I need at least 20 more episodes
- Detroiters (Netflix, Paramount+). Ross and I recently flew through this half-hour comedy co-created by and starring real-life best friends Tim Robinson and Sam Richardson, and I’m devastated that there are only two seasons, a mere 20 episodes! It’s got the absurdity of Robinson’s other shows like I Think You Should Leave and The Chair Company, but with Richardson’s goofy sweetness and a more accessible structure. Tim and Sam play the owners of a small-time ad agency in Detroit, and the series is a comedic love letter to their hometown and the weird local commercials they grew up watching. There are apparently tons of Detroit references that flew right over my head, but I really enjoyed it anyway. I love that they actually shot it in Detroit and used local talent, and made the city feel quirky and charming. As a former New Jerseyan, I can certainly relate to the experience of growing up somewhere that has a lot of negative stereotypes around it. You can really feel the love they have for the city. If you want a silly, light watch, this is a good one.

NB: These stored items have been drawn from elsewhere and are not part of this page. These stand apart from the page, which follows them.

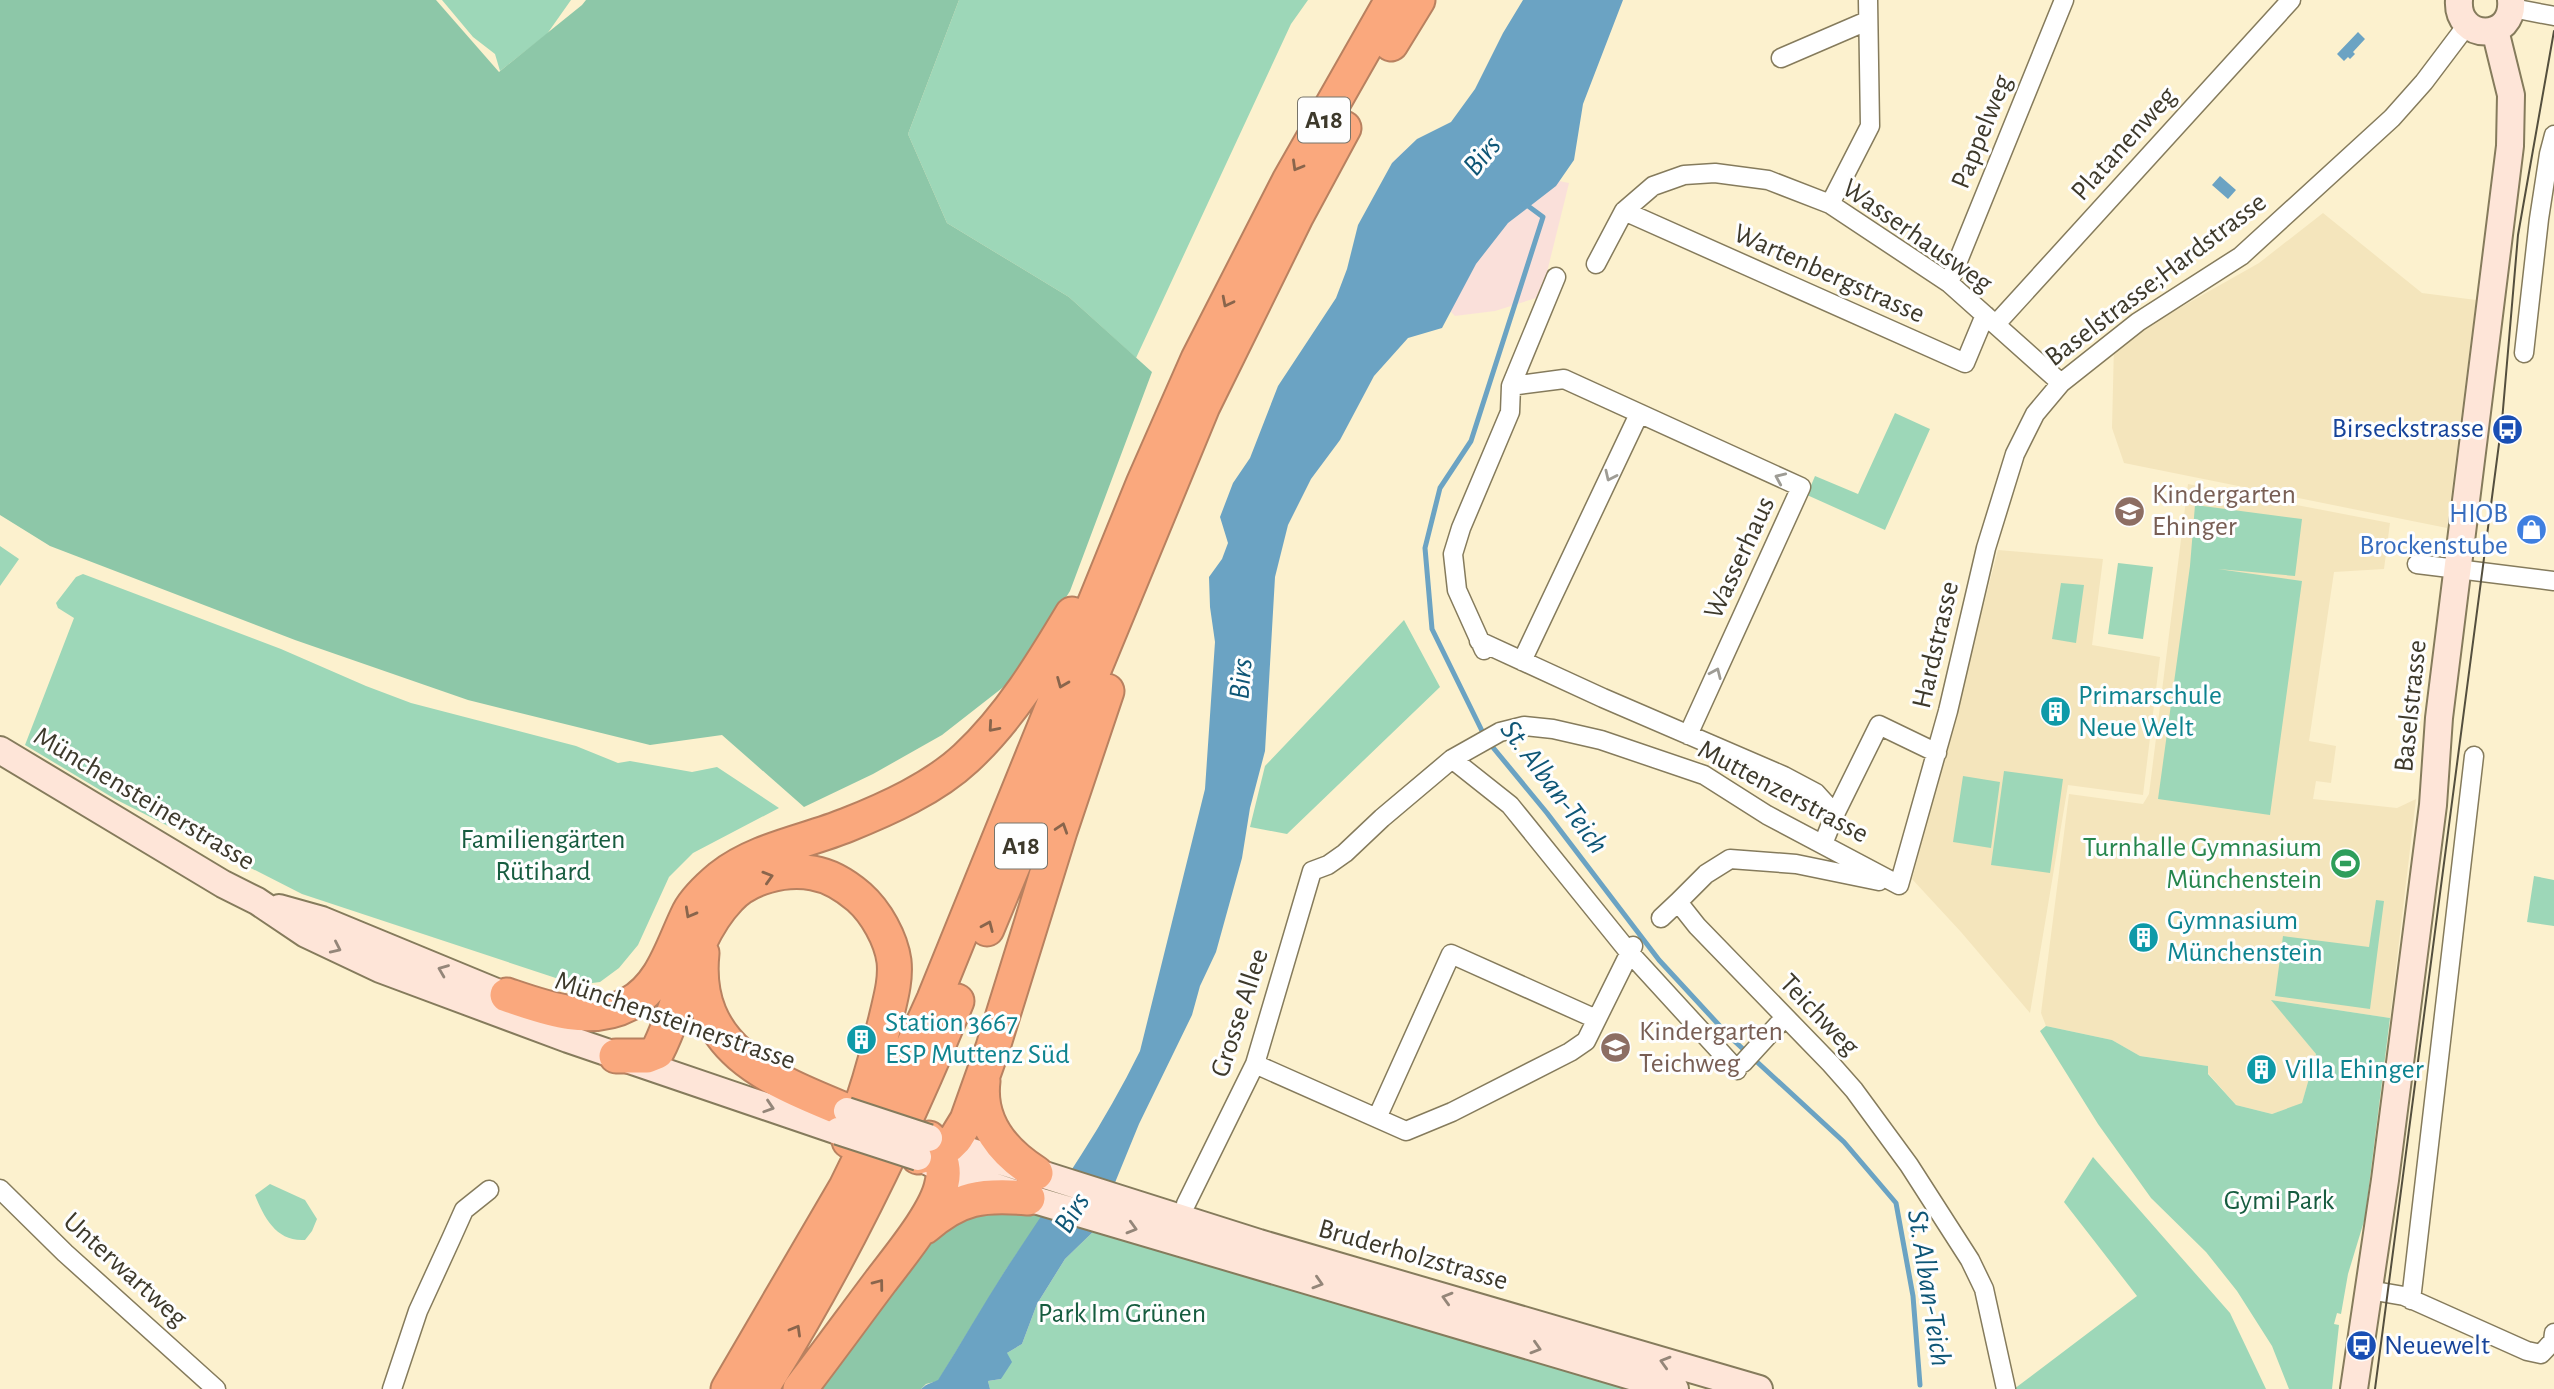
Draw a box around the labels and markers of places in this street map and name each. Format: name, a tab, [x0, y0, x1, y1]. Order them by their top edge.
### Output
bus stop icon: Birseckstrasse	[2490, 412, 2524, 446]
place label: Birseckstrasse	[2332, 415, 2484, 443]
place label: Kindergarten Ehinger	[2152, 481, 2296, 541]
school or university icon: Kindergarten Ehinger	[2112, 494, 2146, 528]
place label: HIOB Brockenstube	[2359, 500, 2508, 560]
shop icon: HIOB Brockenstube	[2514, 513, 2548, 547]
place label: Primarschule Neue Welt	[2078, 682, 2222, 742]
building icon: Primarschule Neue Welt	[2038, 695, 2072, 729]
place label: Turnhalle Gymnasium Münchenstein	[2083, 834, 2322, 894]
sports icon: Turnhalle Gymnasium Münchenstein	[2328, 847, 2362, 881]
place label: Gymnasium Münchenstein	[2167, 907, 2323, 967]
building icon: Gymnasium Münchenstein	[2127, 920, 2161, 954]
place label: Station 3667 ESP Muttenz Süd	[885, 1009, 1070, 1069]
place label: Kindergarten Teichweg	[1639, 1018, 1783, 1078]
building icon: Station 3667 ESP Muttenz Süd	[845, 1022, 879, 1056]
school or university icon: Kindergarten Teichweg	[1599, 1031, 1633, 1065]
building icon: Villa Ehinger	[2245, 1053, 2279, 1087]
place label: Villa Ehinger	[2285, 1056, 2424, 1084]
bus stop icon: Neuewelt	[2344, 1329, 2378, 1363]
place label: Neuewelt	[2384, 1332, 2490, 1360]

- The Dark Web (YouTube). Speaking of local commercials: I’ve recently really been enjoying The Dark Web, a YouTube show hosted by Rob Huebel and Paul Scheer, in which they watch and react to weird video clips. They also usually play a game and give each other silly gifts. It should have way more subscribers! It’s a celebration of online rabbit holes and niche content creators, like the Juggalo who belly flops onto microwaves in his backyard, or the family-run auto mart that produced their own variety show (of questionable quality). This is one of two shows that had Ross coming into my office to see what I was laughing so hard at. The other one is:
- Make Some Noise (Dropout). Full disclosure: as mentioned earlier, I worked at Dropout from 2017-2020. Make Some Noise is a spin-off from the indie streaming platform’s popular game show Game Changer, both hosted by president and overall mensch Sam Reich, and it’s a short-form improv comedy show, basically like a modern version of Whose Line Is It Anyway? Three performers are given prompts that they use to improvise short scenes over three rounds. The performers they cast are different every episode, but they’re all so unbelievably good at improv, it’s incredible. I laugh until I cry at this show. Luckily for all of us, there are four seasons up on Dropout. The show started out as more of a competition to see who could perform the best sound effects and impressions, but I’m so glad it’s evolved to what it is now, with full scenes. It also has a banger Instagram, which features this legendary pep talk from Jacob Wysocki.

Marry me, chicken
- Cooking. I have to apologize in advance, because I know many of you are vegetarians, and it’s not that I haven’t been eating my vegetables (we eat a salad with just about every dinner I cook), but the NEW recipes I’ve been cooking all seem to be pretty meat-based. First, I made this chicken with creamy sundried tomato sauce, which I made using chicken breasts. If you’ve been following the online recipe scene over the past few years, you know that “Marry Me” sauce (usually a creamy pan sauce with sundried tomatoes) has become an epidemic. Recipe developers are putting that shit on anything and everything! Even beans! I finally had enough and decided to see what the big deal was, and honestly? It was really tasty! A little rich, but you don’t need much of that sauce for a lot of flavor. I served the chicken over penne, which was delish. And while it didn’t cause my husband to spontaneously propose again, he did really like it!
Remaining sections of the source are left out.